The first generation was volanesorsen. Second generation, it is really almost third is olezarsen. There was an improvement just like the same way the initial monoclonals were mirroring and then chimeric and fully human. There has been an improvement by having this targeting to the liver. The dosage was reduced by 90%. Some changes in terms of the backbone.

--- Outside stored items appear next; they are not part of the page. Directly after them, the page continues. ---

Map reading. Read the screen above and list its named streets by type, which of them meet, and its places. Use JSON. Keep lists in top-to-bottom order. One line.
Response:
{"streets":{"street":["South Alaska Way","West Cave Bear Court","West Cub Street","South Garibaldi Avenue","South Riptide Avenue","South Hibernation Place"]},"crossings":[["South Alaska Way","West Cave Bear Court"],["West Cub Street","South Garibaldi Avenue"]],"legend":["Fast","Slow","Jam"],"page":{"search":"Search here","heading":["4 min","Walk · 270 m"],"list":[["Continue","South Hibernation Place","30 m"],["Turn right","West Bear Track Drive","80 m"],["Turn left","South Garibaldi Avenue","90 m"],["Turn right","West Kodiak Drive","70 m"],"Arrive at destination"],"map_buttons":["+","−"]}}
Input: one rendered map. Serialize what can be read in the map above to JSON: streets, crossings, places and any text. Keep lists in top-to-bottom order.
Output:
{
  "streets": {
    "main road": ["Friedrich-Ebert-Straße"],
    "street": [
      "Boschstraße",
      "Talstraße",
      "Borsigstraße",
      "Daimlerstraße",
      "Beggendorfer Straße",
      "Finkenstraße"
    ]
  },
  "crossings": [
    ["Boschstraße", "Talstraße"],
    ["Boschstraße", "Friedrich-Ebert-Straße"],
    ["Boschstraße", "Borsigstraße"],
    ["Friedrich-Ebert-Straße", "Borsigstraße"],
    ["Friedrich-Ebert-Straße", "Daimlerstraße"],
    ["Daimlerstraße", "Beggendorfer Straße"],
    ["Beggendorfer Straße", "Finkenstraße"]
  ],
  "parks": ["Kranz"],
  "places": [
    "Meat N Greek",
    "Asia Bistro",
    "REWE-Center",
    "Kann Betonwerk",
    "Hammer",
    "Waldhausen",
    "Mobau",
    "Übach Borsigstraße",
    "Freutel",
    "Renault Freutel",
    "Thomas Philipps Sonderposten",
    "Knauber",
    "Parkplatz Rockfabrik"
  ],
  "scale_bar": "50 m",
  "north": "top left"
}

Now, this is a once-a-month therapy that was approved in December of 2024 for basically patients with FCS to reduce triglycerides. Plozasiran is a small interfering RNA, so targeting, once again messenger RNA for degradation, a little different mechanism. This has also been submitted to the FDA.

[01:21:29]

APPROACH Trial: Volanesorsen for sHTG in FCS

Volanesorsen was the first one, highly effective, but you were giving dosing on a frequent basis. It turned out you were using a larger dosage and you had some patients who had reductions in platelets. This was effective but had more side effects, more injection site reactions. We go back to the drawing boards and develop a better therapy, given once a month, less frequent administrations, lower dosages.

[01:22:08]

BALANCE: Olezarsen in Patients With FCS

This was the data. You can see 80 milligrams. This is in patients with FCS. Olezarsen, 80 milligrams is the approved dosage reducing the triglycerides by, if we take a look from baseline of 40%, but if you look at the placebo subtracted, it is about 60%, 70% reduction at some time points.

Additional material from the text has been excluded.